Abstract
Chimeric RNAs, noncanonical transcripts composed of exons from two or more genes, represent an important but understudied aspect of post-transcriptional regulation. Although originally attributed to chromosomal rearrangements, many chimeric RNAs arise from RNA-level mechanisms such as cis-splicing of adjacent genes (cis-SAGe) or trans-splicing of distinct pre-mRNAs. This dissertation integrates large-scale RNA sequencing with novel computational and experimental approaches to characterize the diversity, mechanisms, and biological significance of chimeric RNA formation across physiological and pathological contexts.
A comprehensive survey of chimeric RNA biogenesis, including genomic rearrangements, transcriptional readthrough, and intergenic or inter-allelic trans-splicing, was performed alongside an evaluation of current RNA-Seq–based detection pipelines (e.g., STAR-Fusion, EricScript, Pizzly). These analyses highlight both the opportunities and limitations of short-read sequencing for distinguishing biologically authentic chimeras from technical artifacts.

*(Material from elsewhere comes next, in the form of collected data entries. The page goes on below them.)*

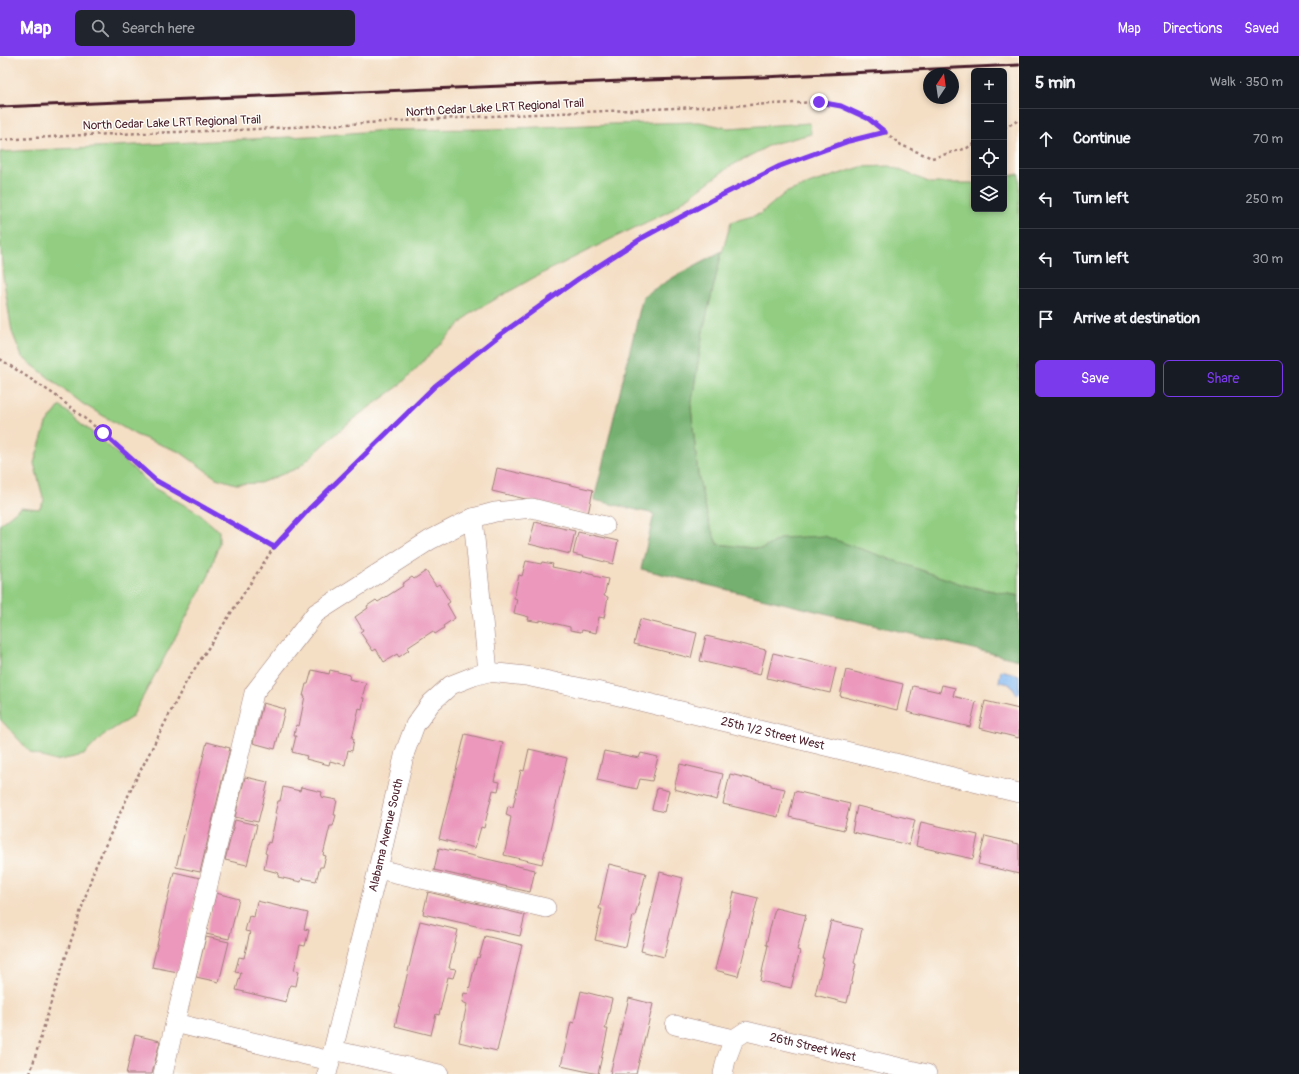 <!DOCTYPE html>
<html lang="en">
<head>
<meta charset="utf-8">
<style>
  body { margin:0; font-family:Pangolin,sans-serif; background:#20242c; color:#f1f3f6 }
  .controls { position:absolute; right:12px; top:12px; display:grid; overflow:hidden; border-radius:6px; box-shadow:0 2px 6px #0003 }
  .controls button { width:36px; height:36px; display:grid; place-items:center; padding:0; border:0; border-bottom:1px solid #363941; background:#171b24; color:#f1f3f6; font:20px sans-serif }
  .compass { position:absolute; left:923px; top:12px; width:36px; height:36px; border-radius:50%; background:#171b24; box-shadow:0 2px 6px #0003; rotate:13deg }
  .stop { position:absolute; width:12px; height:12px; margin:-9px; border:3px solid #7c3aed; border-radius:50%; background:#fff }
  .stop.end { background:#7c3aed; border-color:#fff; box-shadow:0 1px 4px #0008 }
  .list { margin:0; padding:0; list-style:none }
  h2 { display:flex; justify-content:space-between; align-items:center; height:52px; margin:0; padding:0 16px; font-size:17px }
  h2 small { font-size:13px; font-weight:400; color:#9ea1a6 }
  .list li { display:grid; grid-template-columns:26px 1fr auto; gap:12px; align-items:center; box-sizing:border-box; height:60px; padding:0 16px; border-top:1px solid #363941 }
  .list b { display:block; font-size:15px; white-space:nowrap }
  .list em { font-size:13px; font-style:normal; color:#9ea1a6 }
  .actions { display:flex; gap:8px; padding:12px 16px }
  .actions a { flex:1; padding:9px 0; border:1px solid #7c3aed; border-radius:6px; text-align:center; font-size:14px; color:#7c3aed }
  .actions .main { background:#7c3aed; color:#fff }
  .icon { flex:none; width:22px; height:22px; fill:none; stroke:currentColor; stroke-width:2; stroke-linecap:round; stroke-linejoin:round }
  .map { position:relative; flex:none; width:1019px; height:1018px; overflow:hidden }
  header { display:flex; align-items:center; gap:24px; box-sizing:border-box; height:56px; padding:0 20px; background:#7c3aed; color:#fff }
  header strong { font-size:19px }
  nav { display:flex; gap:22px; margin-inline-start:auto; font-size:14px }
  .search { width:280px; height:36px; background:#20242c; display:flex; align-items:center; gap:10px; box-sizing:border-box; padding:0 14px; border-radius:6px; color:#9ea1a6; font-size:15px }
  main { display:flex }
  aside { flex:1; background:#171b24 }
  .map>svg:first-child { display:block }
</style>
</head>
<body>
<header>
<strong>Map</strong>
<div class="search"><svg class="icon" aria-label="search" viewBox="0 0 24 24"><circle cx="10" cy="10" r="6"/><path d="M15 15l6 6"/></svg>Search here</div>
<nav><a>Map</a><a>Directions</a><a>Saved</a></nav>
</header>
<main>
<div class="map">
<svg width="1019" height="1018" viewBox="0 0 1019 1018">
  <rect width="100%" height="100%" fill="#fdfcf7"/>
  <filter id="ink" filterUnits="userSpaceOnUse"><feTurbulence type="fractalNoise" baseFrequency=".025" numOctaves="2"/><feDisplacementMap in="SourceGraphic" scale="8" xChannelSelector="R" yChannelSelector="G"/><feConvolveMatrix kernelMatrix="1 2 1 2 8 2 1 2 1" color-interpolation-filters="sRGB"/></filter>
  <filter id="wash" filterUnits="userSpaceOnUse"><feTurbulence type="fractalNoise" baseFrequency=".012" numOctaves="4" result="noise"/><feDisplacementMap in="SourceGraphic" scale="16" xChannelSelector="R" yChannelSelector="G"/><feGaussianBlur stdDeviation="0.9" result="paint"/><feColorMatrix in="noise" values="0 0 0 0 0 0 0 0 0 0 0 0 0 0 0 0 0 1.4 0 .05"/><feComposite in="paint" operator="in"/></filter>
  <g filter="url(#wash)">
    <rect width="100%" height="100%" fill="#f4dec4"/>
    <g fill="#92cd82" stroke="#6e7656">
      <path d="M700 66 727 72 810 67 811 78 772 88 729 111 668 156 609 184 535 221 471 257 399 330 353 363 298 412 260 427 236 428 216 422 180 396 136 379 83 348 22 301 12 276 3 220 0 182V96L328 79 385 74 491 73 612 68Z"/>
      <path d="M890 110 931 127H974V153H1004V121L1019 118V540L967 530 781 482 762 493 717 488 709 467 698 419 691 351 703 275 718 211 731 166 760 158 785 137 814 126 861 111Z"/>
      <path d="M60 350 111 392 154 432 197 456 219 475V487L209 519 132 661 102 680 84 699 55 705 31 697 0 663V468L21 451 39 453 44 445 34 407 46 368Z"/>
    </g>
    <path fill="#75b070" stroke="#60684e" d="M722 195 703 275 691 351 698 419 709 467 717 488 762 493 781 482 824 480 967 530 1019 540V604L641 513 654 458 594 444 643 240 679 218Z"/>
    <path fill="#83b9f2" stroke="#666c8e" d="M1001 614 1019 619V637L1017 639 1010 628 999 626Z"/>
    <g id="blocks">
      <g fill="#eb98bc">
        <path d="M497 412 593 434 588 458 492 435Z"/>
        <path d="M535 466 575 475 570 498 529 488Z"/>
        <path d="M578 476 618 485 613 508 573 498Z"/>
        <path d="M526 505 541 508 542 506 553 508 552 511 582 517V515L594 518V520L608 523 604 540 608 541 604 562 599 561 596 577 582 574 581 576 570 574V571L540 564V566L528 564 529 561 514 557 517 543 514 542 519 519 522 520Z"/>
        <path d="M426 515 436 530 439 528 450 546 447 548 455 562 443 570 444 572 435 578 433 575 407 592 409 594 399 601 397 598 384 606 376 593 373 595 360 576 363 574 355 561 368 552 367 550 376 544 378 546 403 530 402 528 412 521 414 523Z"/>
        <path d="M640 563 697 577 691 602 634 588Z"/>
        <path d="M706 580 766 594 760 619 700 605Z"/>
        <path d="M773 597 836 612 830 637 767 622Z"/>
        <path d="M312 614 329 618 330 614 350 619 349 623 366 627 362 642H364L362 653 359 652 352 682 354 683 352 695 348 694 345 709 330 705 329 709 306 703 307 700 292 696 296 680H294L296 669 299 670 305 640H303L306 628H308Z"/>
        <path d="M846 614 903 628 897 654 840 640Z"/>
        <path d="M942 629 955 632 953 640 976 646 970 671 907 656 913 630 940 636Z"/>
        <path d="M985 645 1019 653V682L979 672Z"/>
        <path d="M263 647 285 653 275 693 253 687Z"/>
        <path d="M465 678 503 687 494 725 500 726 498 735 493 734 484 772 481 771 475 792 439 783Z"/>
        <path d="M207 686 230 692 200 816 176 811Z"/>
        <path d="M529 693 567 702 542 808 504 799 509 777H508L511 761 506 759 508 750 513 751 521 714 524 715Z"/>
        <path d="M604 695 639 702 641 697 658 701 652 725 640 723 637 733 597 724Z"/>
        <path d="M680 708 723 718 717 744 674 733Z"/>
        <path d="M730 718 771 728V730L785 733 778 761 723 748Z"/>
        <path d="M245 721 268 726 258 766 235 761Z"/>
        <path d="M283 731 300 735 301 731 322 736 321 741 337 744 334 759H336L333 770H330L323 799 326 800 323 811H320L316 825 302 822 301 826 278 821 279 817 264 813 267 798 265 797 268 786 270 787 277 757H275L278 745H280Z"/>
        <path d="M657 732 669 735 664 756 652 753Z"/>
        <path d="M795 735 850 748 844 774 789 761Z"/>
        <path d="M857 750 915 764 909 789 852 776Z"/>
        <path d="M235 764 257 769 247 809 225 804Z"/>
        <path d="M921 766 978 779 973 803 916 790Z"/>
        <path d="M985 780 1019 788V818L978 808Z"/>
        <path d="M439 792 535 814 530 836 434 814Z"/>
        <path d="M609 808 646 817 635 860H633L626 891 595 884 602 853H599Z"/>
        <path d="M174 816 200 822 178 916 152 911Z"/>
        <path d="M660 816 683 822 664 901 641 895Z"/>
        <path d="M428 836 525 859 520 880 423 858Z"/>
        <path d="M734 836 758 842 738 920 715 914Z"/>
        <path d="M216 837 239 843 229 883 206 878Z"/>
        <path d="M257 845 308 857 304 873 309 874 305 890 300 889 294 914 299 915 296 930 290 929 286 946 236 934 241 917 235 916 239 901 244 902 250 876 245 875 249 860 254 861Z"/>
        <path d="M775 852 806 859 797 894 800 895 791 932 760 925 768 889H766Z"/>
        <path d="M420 865 458 874 449 912 456 913 453 922 448 921 439 959 436 958 431 979 395 970Z"/>
        <path d="M831 865 862 873 854 907 856 908 847 947 815 939 824 902H822Z"/>
        <path d="M485 880 522 889 497 995 459 986 467 948 462 946 464 937 468 938 477 901 479 902Z"/>
        <path d="M206 881 229 886 219 926 196 921Z"/>
        <path d="M581 935 612 943 605 973H608L598 1018 561 1010 571 966 574 967Z"/>
        <path d="M629 942 653 948 636 1018H610Z"/>
        <path d="M135 979 160 985 152 1018H126Z"/>
      </g>
    </g>
  </g>
  <g filter="url(#ink)">
    <use href="#blocks" fill-opacity="0" stroke="#9f7e78" stroke-width="1"/>
    <g fill="none" stroke-linecap="round" stroke-linejoin="round">
      <g stroke="#9f7e78" stroke-width="20">
        <g id="minor">
          <path d="M473 462 495 456 532 452 605 470"/>
          <path d="M378 813 546 852"/>
          <path d="M675 969 734 983"/>
          <path d="M333 994 439 1018"/>
          <path d="M330 1005 175 967 254 637 316 557 430 484 473 462 488 616"/>
          <path d="M163 1018 175 967"/>
          <path id="s1" d="M327 1018 378 813 405 696 415 669 431 647 451 629 474 620 488 616 526 620 615 639 1019 737"/>
          <path id="s2" d="M723 1018 726 1004 734 983 746 975 927 1018"/>
        </g>
      </g>
      <g stroke="#9f7e78" stroke-width="2.5" stroke-dasharray="3 3" stroke-linecap="butt">
        <path d="M1004 72 1019 64"/>
        <path d="M0 84 84 79 238 74 511 59 819 46 841 50 869 63 901 89 932 102 967 92 974 88"/>
        <path d="M0 303 55 339 103 377 155 424 274 491"/>
        <path d="M30 1018 52 943 94 814 133 729 186 626 274 491 310 452 435 330 501 278 578 223 642 182 714 143 780 110 849 85 885 76"/>
      </g>
      <use href="#minor" stroke="#fff" stroke-width="19"/>
      <path stroke="#4a1f2b" stroke-width="3" d="M0 51 646 24 763 21 1019 9"/>
    </g>
  </g>
  <g fill="none" stroke-linecap="round" stroke-linejoin="round" filter="url(#ink)">
    <path stroke="#7c3aed" stroke-width="5" d="M103 377 155 424 274 491 310 452 435 330 501 278 578 223 642 182 714 143 780 110 849 85 885 76 869 63 841 50 819 46"/>
  </g>
  <g text-anchor="middle" dominant-baseline="central" stroke-width="3" stroke-linejoin="round" paint-order="stroke">
    <g font-size="12" fill="#4a1f2b" stroke="#fdfcf7">
      <text transform="translate(495 52) rotate(-3)">North Cedar Lake LRT Regional Trail</text>
      <text transform="translate(172 67) rotate(-2)">North Cedar Lake LRT Regional Trail</text>
      <text stroke="none"><textPath href="#s1" startOffset="745">25th 1/2 Street West</textPath></text>
      <text stroke="none"><textPath href="#s1" startOffset="246">Alabama Avenue South</textPath></text>
      <text stroke="none"><textPath href="#s2" startOffset="120">26th Street West</textPath></text>
    </g>
  </g>
</svg>
<div class="controls">
<button>+</button>
<button>−</button>
<button><svg class="icon" aria-label="locate" viewBox="0 0 24 24"><circle cx="12" cy="12" r="6"/><path d="M12 2v4M12 18v4M2 12h4M18 12h4"/></svg></button>
<button><svg class="icon" aria-label="layers" viewBox="0 0 24 24"><path d="M12 4l9 5-9 5-9-5zM3 14l9 5 9-5"/></svg></button>
</div>
<svg class="compass" viewBox="-18 -18 36 36"><path d="M0-13l5 13h-10z" fill="#e53935"/><path d="M0 13l5-13h-10z" fill="#9ea1a6"/></svg>
<div class="stop" style="left:103px;top:377px"></div>
<div class="stop end" style="left:819px;top:46px"></div>
</div>
<aside>
<h2>5 min<small>Walk · 350 m</small></h2>
<ul class="list">
<li><svg class="icon" aria-label="ahead" viewBox="0 0 24 24"><path d="M12 20V5M6 11l6-6 6 6"/></svg><div><b>Continue</b></div><em>70 m</em></li>
<li><svg class="icon" aria-label="left" viewBox="0 0 24 24"><path d="M17 20v-9H6M10 6l-5 5 5 5"/></svg><div><b>Turn left</b></div><em>250 m</em></li>
<li><svg class="icon" aria-label="left" viewBox="0 0 24 24"><path d="M17 20v-9H6M10 6l-5 5 5 5"/></svg><div><b>Turn left</b></div><em>30 m</em></li>
<li><svg class="icon" aria-label="arrive" viewBox="0 0 24 24"><path d="M6 21V4h12l-3 4 3 4H6"/></svg><div><b>Arrive at destination</b></div></li>
</ul>
<div class="actions"><a class="main">Save</a><a>Share</a></div>
</aside>
</main>
</body>
</html>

Chimeric RNA analysis of COVID-19 patient whole blood revealed stress-associated cis-SAGe and trans-spliced transcripts enriched for hematopoietic and interferon-response genes, suggesting that chimeric RNA generation may act as part of the innate antiviral response via nucleocytoplasmic relocalization of splice-associated RNA-binding proteins.
To quantify chimeric RNA activity, a novel metric—the Relative Index of Chimeric Expression (RICE)—was developed, enabling normalization of chimeric abundance relative to parental gene expression. Application to GTEx and TCGA datasets uncovered tissue- and disease-specific patterns, including recurrent cis-SAGe transcripts associated with oncogenic and immune pathways.
To directly test for trans-splicing, an allele-specific F1 dihybrid mouse model (Mus musculus × Mus spretus) was developed to trace transcript origins through single-nucleotide polymorphism (SNP) phasing. This system enabled allele-resolved RNA-Seq analysis and provided direct evidence for inter-allelic and intergenic trans-splicing events in mammalian tissues. The accompanying computational pipeline, combining STAR, SNPsplit, and multi-step filtering, distinguished true trans-SAGe from readthrough cis-SAGe transcripts and identified thousands of high-confidence trans-splicing candidates.
The final component introduces a transcriptome-wide splice site promiscuity index to quantify the diversity of splice donor and acceptor site usage within and across genes. Using simulated, GTEx, and TCGA datasets, this metric successfully captured biologically relevant variation in splicing complexity, showing significantly higher promiscuity in testis, myeloid-enriched populations, and cancer tissues. Disease pathway and KEGG enrichment analyses revealed associations with leukemia, gastric, colorectal, and lung cancers, as well as upregulation of spliceosome-related pathways in high-promiscuity samples. Application to immune checkpoint blockade–treated NSCLC biopsies further demonstrated that elevated splice site promiscuity correlates with increased tumor mutational burden and improved therapeutic response. Collectively, these results indicate that splice site promiscuity reflects transcriptomic instability and may serve as a predictive biomarker for oncogenic potential and treatment sensitivity.
Together, these findings establish a comprehensive framework for the identification, quantification, and mechanistic interpretation of chimeric RNAs, providing new insights into RNA splicing dynamics, disease mechanisms, and precision therapeutic applications.